Снова я увидел тебя лишь через несколько лет после нашего разрыва. Ты уехал в Тронхейм, начал учиться на литературном факультете, а я отказался от учебы и остался в Намсусе, не потому, что между нами все кончилось и я впал в депрессию, а потому, что маме становилось все хуже и хуже и, кроме меня, помочь ей было некому. Я рассчитывал найти временную работу, сдать на вечерних курсах вступительный экзамен по истории философии и логике, а позднее, когда мы найдем выход из положения, в каком мама оказалась из-за болезни, уехать в Тронхейм. Но один год в Намсусе обернулся двумя, потом тремя и так далее.

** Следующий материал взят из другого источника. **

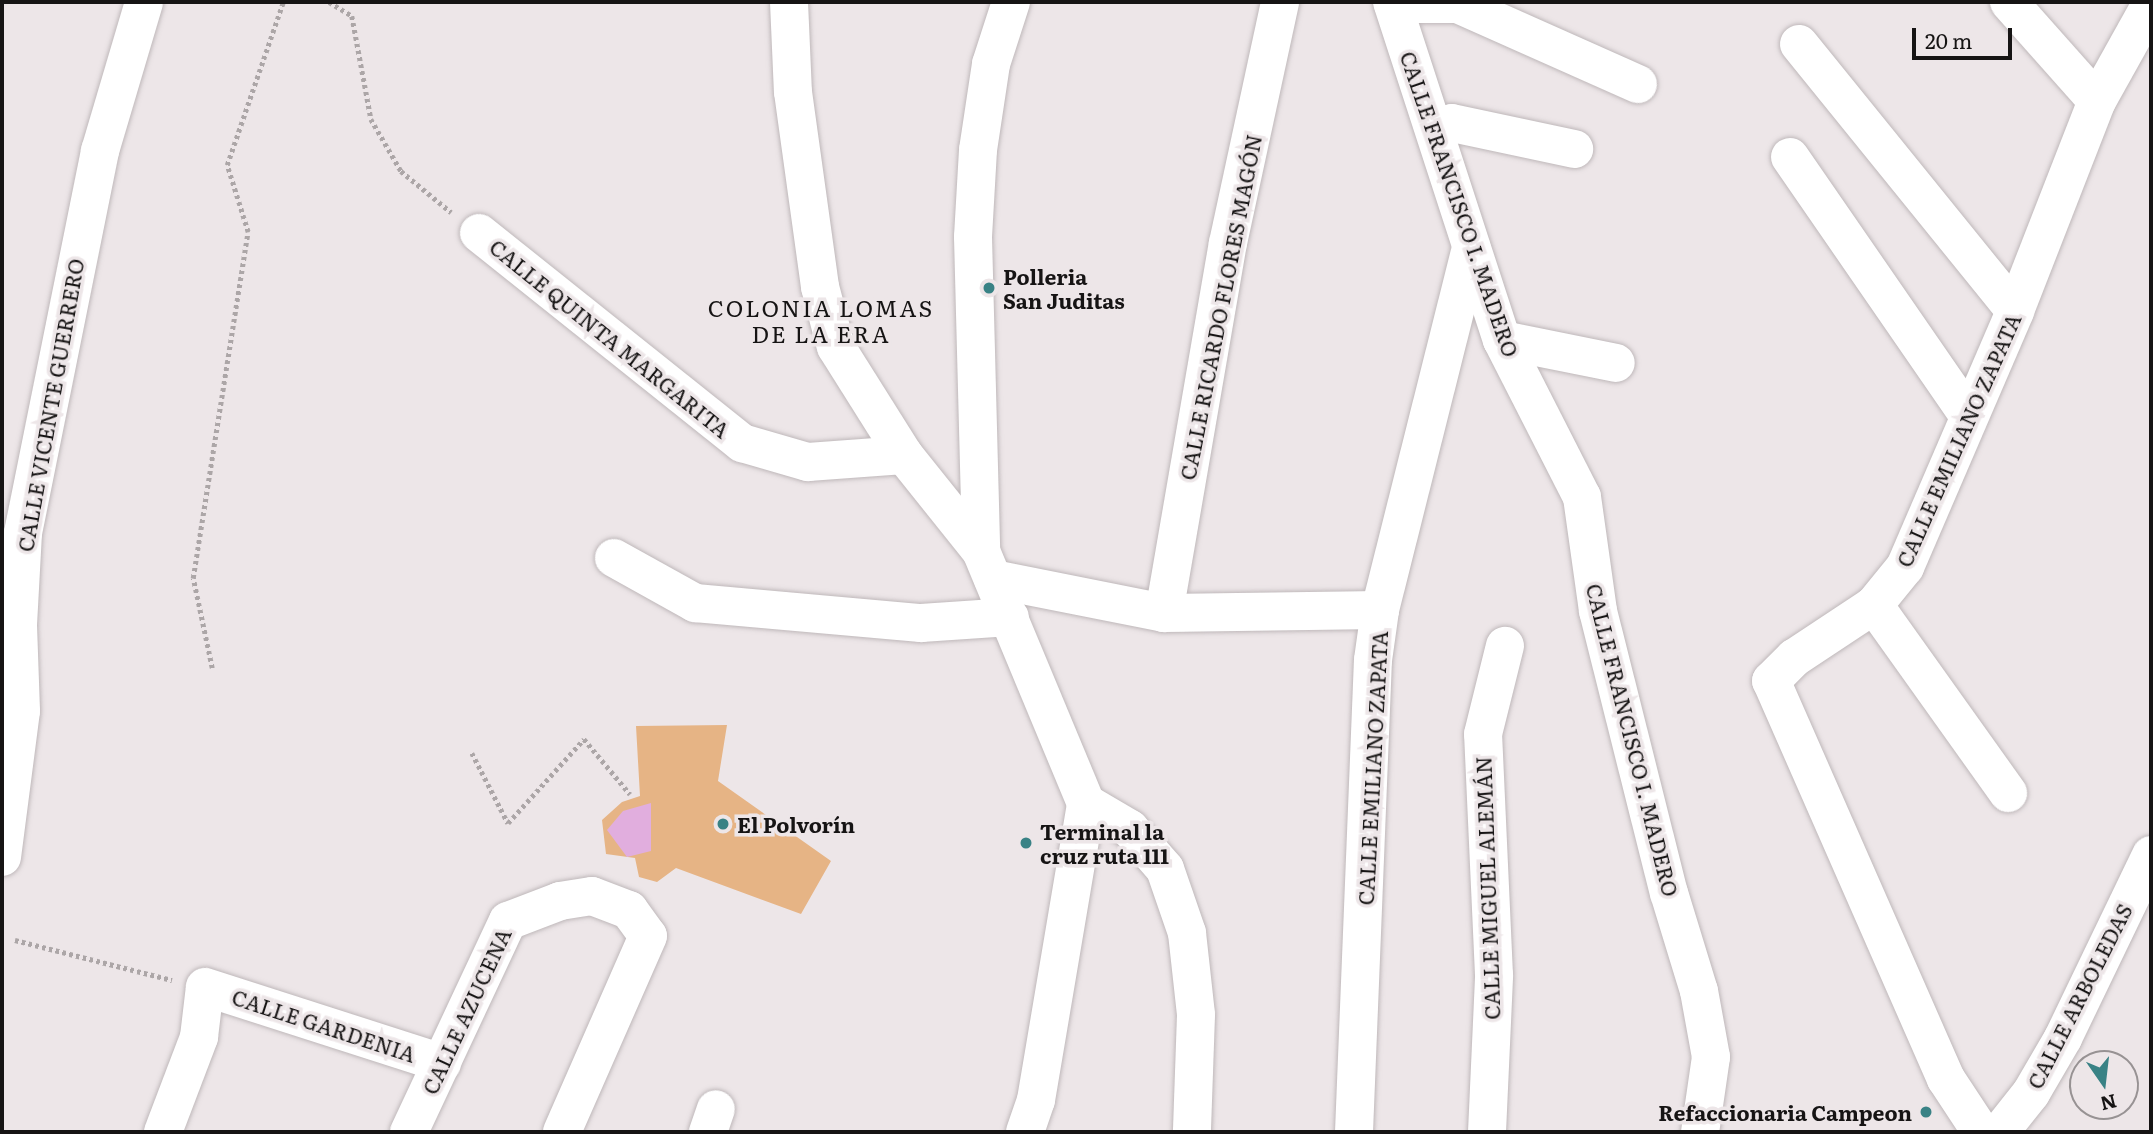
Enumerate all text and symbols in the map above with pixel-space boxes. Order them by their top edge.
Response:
scale bar [1915,14,2015,58]
text: 20 m [1925,24,1972,55]
street label: CALLE FRANCISCO I. MADERO [1396,48,1524,360]
street label: CALLE RICARDO FLORES MAGÓN [1174,132,1266,482]
street label: CALLE QUINTA MARGARITA [485,233,735,443]
street label: CALLE VICENTE GUERRERO [12,256,88,554]
place label: Polleria San Juditas [1003,263,1125,313]
marker: Polleria San Juditas [981,280,997,296]
district label: COLONIA LOMAS DE LA ERA [709,293,933,347]
street label: CALLE EMILIANO ZAPATA [1891,309,2025,571]
street label: CALLE FRANCISCO I. MADERO [1582,581,1684,899]
street label: CALLE EMILIANO ZAPATA [1352,630,1392,906]
street label: CALLE MIGUEL ALEMÁN [1470,756,1504,1020]
place label: El Polvorín [737,811,855,837]
marker: El Polvorín [715,816,731,832]
place label: Terminal la cruz ruta 111 [1040,818,1169,868]
marker: Terminal la cruz ruta 111 [1018,835,1034,851]
street label: CALLE ARBOLEDAS [2021,899,2137,1093]
street label: CALLE AZUCENA [417,924,515,1098]
street label: CALLE GARDENIA [229,983,419,1067]
north arrow [2069,1050,2139,1120]
text: N [2097,1088,2120,1119]
place label: Refaccionaria Campeon [1658,1099,1912,1125]
marker: Refaccionaria Campeon [1918,1104,1934,1120]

Возникает прямо-таки ощущение нереальности, когда я вспоминаю, что произошло со мной за годы, прожитые дома, как я изменился. Давнее пренебрежение к жизни в маленьком городишке не просто исчезло, мало-помалу я начал чуть ли не уважать и ценить все то в намсусской жизни, над чем раньше насмехался. Я словно бы совершенно бессознательно старался полюбить собственную судьбу, и когда восемь-девять лет назад на малый сочельник мы столкнулись в винном магазине, перед тобой был парень, которого ты никогда бы не назвал лузером, только вот все равно смотрел на него именно как на лузера, неудачника, ведь он, как и ты, рвался уехать и мечтал о том же, что и ты, но так здесь и застрял.

Я как раз сунул в карман куртки маленькую бутылочку «Финляндии» и вдруг увидел тебя, в самом начале той очереди, что была дальше всех от двери. Нужного тебе вина у них не нашлось, и продавец предложил другое, которое, видимо, не очень тебя устраивало, но ты, слегка безнадежно, хоть и с улыбкой, все-таки согласился. Помню, ты сказал «да-да», взял бутылки, заплатил, а когда повернулся, встретился взглядом со мной — полноватым молодым человеком с несколько женственным лицом, залысинами над лбом, в потрепанной джинсовой куртке. Сам ты был в чем-то, чему я не знал названия, но все вместе создавало стиль, знакомый мне по рекламе из бесплатной газеты «День и ночь». Коротко подстриженный, стройный, ты выглядел на удивление спортивно, я даже, помнится, слегка обалдел, наверно, представлял себе студента-литератора не вполне таким. Мы широко улыбнулись друг другу, обменялись рукопожатием и сделали вид, будто встреча куда сердечнее, чем на самом деле: «Кого я вижу! Ты ли это? Я самый! Давно не виделись! Да уж, чересчур давно! Здорово, что мы встретились! Еще бы!» Вот такие слова мы говорили, причем громко, нарочито возбужденно, хлопая один другого по плечу. Я рассказал, что работаю в музыкальном отделе у Эйвинна Юхансена, что живу пока дома, но встречаюсь с Венке Берг из параллельного гимназического класса и осенью мы с ней планируем перебраться в Тронхейм на учебу. Ты рассказал, что еще не женат, живешь в Тронхейме на Ладемуэне, что только-только закончил свое литературоведческое образование. «Так что теперь пощады не будет, пора и мне начинать трудовую жизнь!» — сказал ты и засмеялся.

Помню, я несколько разозлился на эту фразу, подумал, ты меня жалеешь из-за того, что я живу такой вот жизнью, и хочешь приободрить, говоря, что скоро мы окажемся в одинаковом положении. Но об этом я промолчал, повел речь о профессии, которую намерен приобрести в Тронхейме, и о карьере, которую для себя планирую, однако и тут вышло не ахти как. Ты улыбался и кивал, пока я рассуждал о своих планах, но по твоему лицу я видел, что ты считаешь все это пустой болтовней, и оттого злился еще больше. Мы еще некоторое время постояли, а когда самые тривиальные и невинные темы были исчерпаны, дали друг другу понять, что очень спешим. Вообще-то я никуда не торопился, однако посмотрел на часы и хмыкнул, а когда ты спросил, сколько времени, и я ответил, что без малого двенадцать, ты состроил чуть испуганную мину и сказал «ой, уже?». Мы заверили друг друга, что непременно встретимся на Рождество, «организуем вечеринку», как я выразился, и хотя оба знали, что ничего не будет, ты притворился, что в восторге от этой идеи, и сказал, что мы непременно так и сделаем. «Созвонимся!» — сказал ты на прощание.